INDRAMAYU, iNewsIndramayu.id – Pihak PT Pertamina EP Jatibarang Field memberikan penjelasan Pertamina soal kebakaran yang sempat melanda fasilitas unloading Stasiun Pengumpul Utama (SPU) Cemara, Desa Rajaiyang, Kecamatan Losarang, Kabupaten Indramayu. Insiden yang terjadi pada Rabu (6/5/2026) siang tersebut sempat menarik perhatian publik sebelum akhirnya berhasil dipadamkan sepenuhnya oleh tim internal perusahaan dalam waktu singkat.
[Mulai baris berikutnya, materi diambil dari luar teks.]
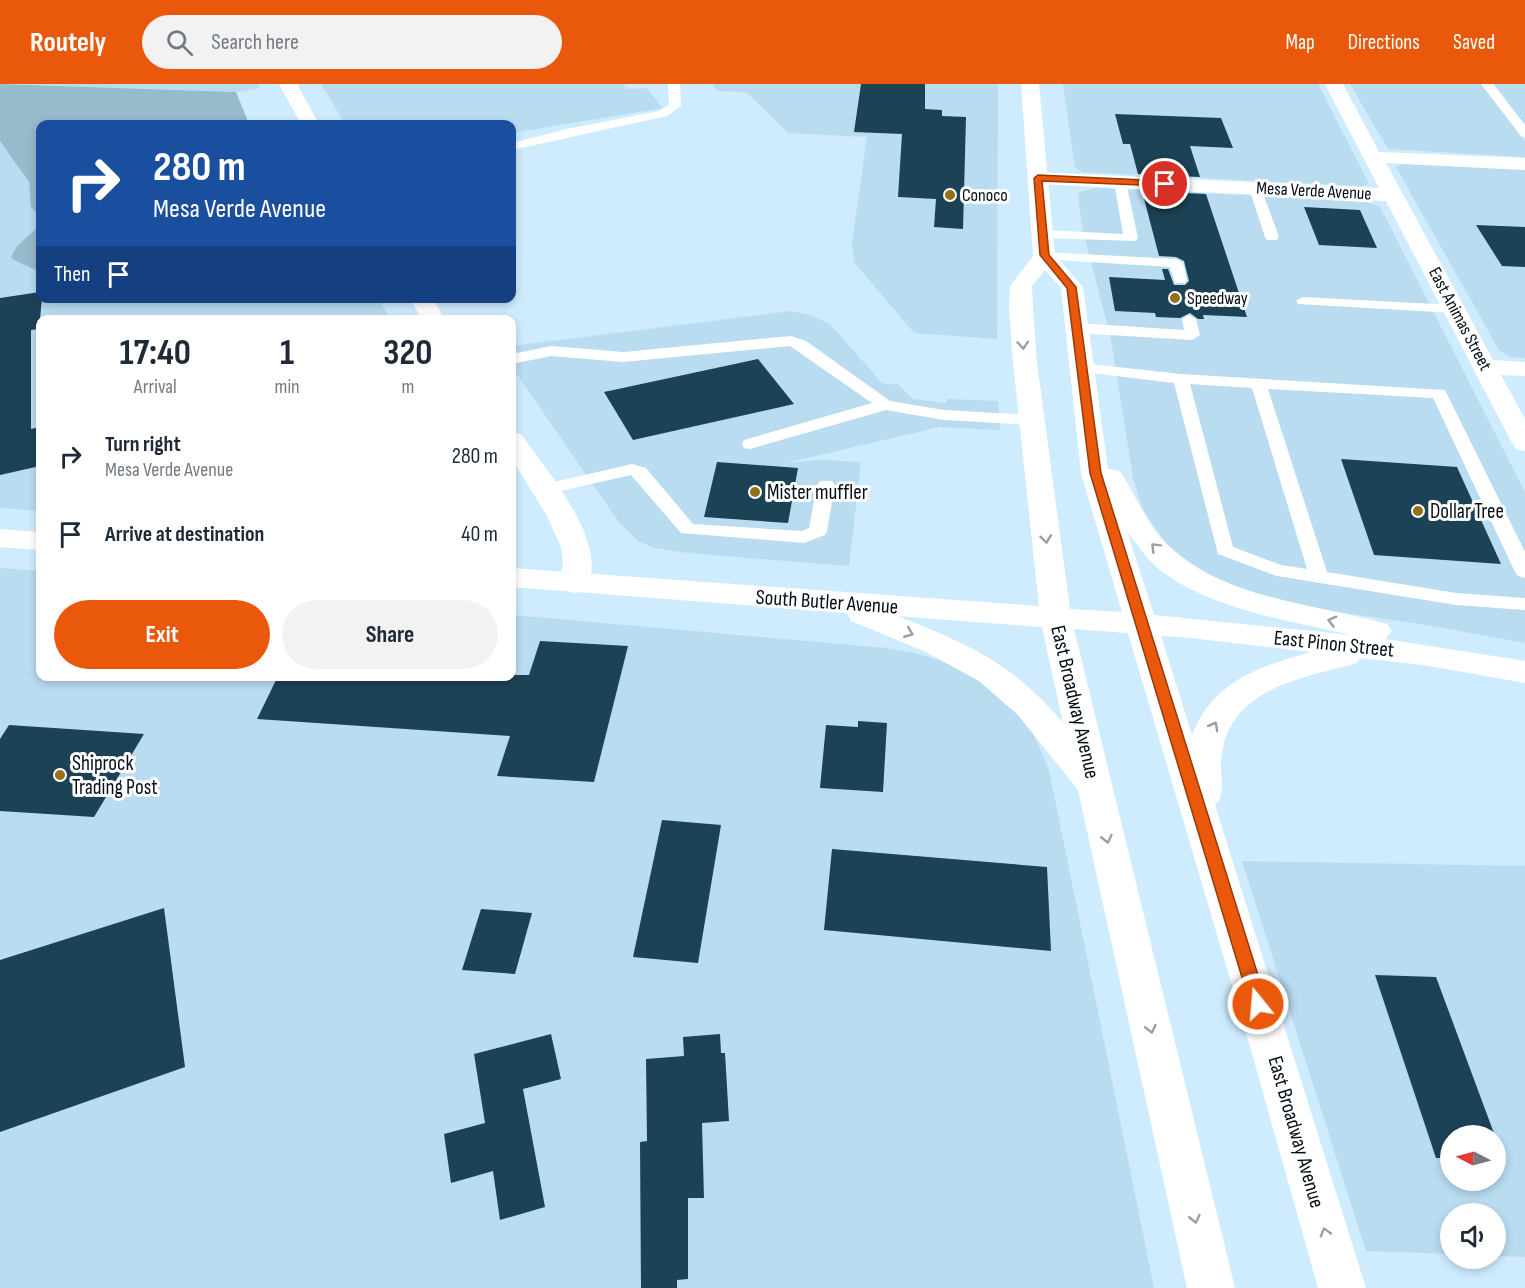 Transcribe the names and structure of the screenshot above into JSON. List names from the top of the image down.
{
  "streets": {
    "main road": [
      "Mesa Verde Avenue",
      "East Animas Street",
      "South Butler Avenue",
      "East Pinon Street",
      "East Broadway Avenue"
    ]
  },
  "crossings": [
    ["Mesa Verde Avenue", "East Animas Street"],
    ["South Butler Avenue", "East Pinon Street"],
    ["South Butler Avenue", "East Broadway Avenue"],
    ["East Pinon Street", "East Broadway Avenue"]
  ],
  "places": [
    "Conoco",
    "Speedway",
    "Mister muffler",
    "Dollar Tree",
    "Shiprock Trading Post"
  ],
  "north": "left",
  "page": {
    "header": "Routely",
    "search": "Search here",
    "nav": ["Map", "Directions", "Saved"],
    "turn": ["280 m", "Mesa Verde Avenue"],
    "then": "Then",
    "eta": [
      "17:40",
      "Arrival",
      "1",
      "min",
      "320",
      "m"
    ],
    "list": [
      {
        "name": "Turn right",
        "note": "Mesa Verde Avenue",
        "value": "280 m"
      },
      {
        "name": "Arrive at destination",
        "value": "40 m"
      }
    ],
    "buttons": ["Exit", "Share"]
  }
} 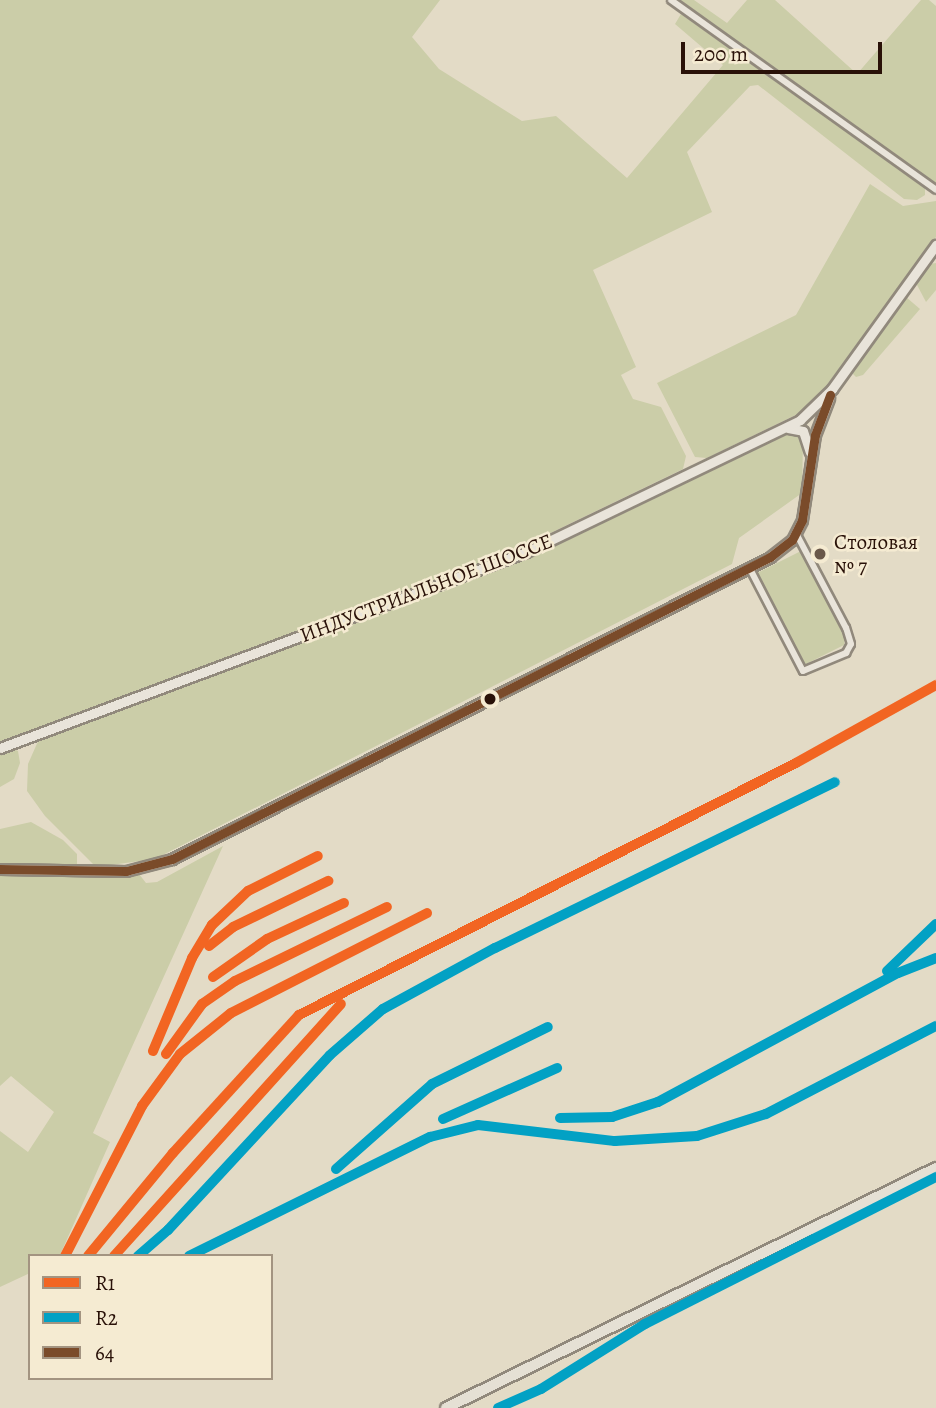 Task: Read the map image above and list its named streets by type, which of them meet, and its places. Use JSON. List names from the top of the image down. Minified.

Berdasarkan keterangan resmi, peristiwa tersebut terjadi sekitar pukul 12.30 WIB di area operasional perusahaan. Begitu titik api terdeteksi, protokol keamanan tingkat tinggi langsung diaktifkan guna melindungi aset serta memastikan keselamatan seluruh personel yang sedang bertugas di kawasan tersebut agar dampak kerusakan tidak meluas.
Tim Penanggulangan Keadaan Darurat langsung diterjunkan ke lokasi untuk menangani sumber api dan mencegah penyebaran. Penanganan dilakukan dengan prosedur teknis sesuai standar keselamatan perusahaan yang berlaku secara nasional. Petugas pemadam internal bergerak cepat melakukan isolasi terhadap material yang mudah terbakar di sekitar titik api utama.
Melalui penanganan yang terukur dan sistematis, situasi darurat tersebut tidak berlangsung lama. Sekira pukul 13.40 WIB, api berhasil dipadamkan setelah proses penanganan intensif di titik kejadian. Penanganan yang sigap ini memastikan bahwa operasional di unit lain tidak terganggu secara signifikan dan pasokan energi tetap dalam kondisi aman.
Dalam penjelasan Pertamina soal kebakaran tersebut, pihak perusahaan memberikan jaminan bahwa situasi di lapangan sudah dalam kondisi yang sangat kondusif. Manajemen memastikan kondisi di lokasi telah terkendali dan tidak menimbulkan korban jiwa maupun luka-luka, sekaligus menegaskan keamanan lingkungan di sekitar wilayah operasional Kecamatan Losarang.
“Kami telah membentuk tim investigasi untuk mengetahui penyebab terjadinya peristiwa ini. Tidak ada personil yang terluka dan dampak sosial lingkungan dari kejadian ini,” kata Manager Communication Relations & CID Pertamina EP, Pinto Budi Bowo Laksono.
Langkah investigasi kini berjalan secara komprehensif untuk memastikan penyebab pasti kebakaran sekaligus mengantisipasi potensi risiko lanjutan di fasilitas tersebut. Tim ahli diterjunkan untuk melakukan audit internal terhadap infrastruktur di SPU Cemara guna mencegah terulangnya insiden serupa di masa mendatang.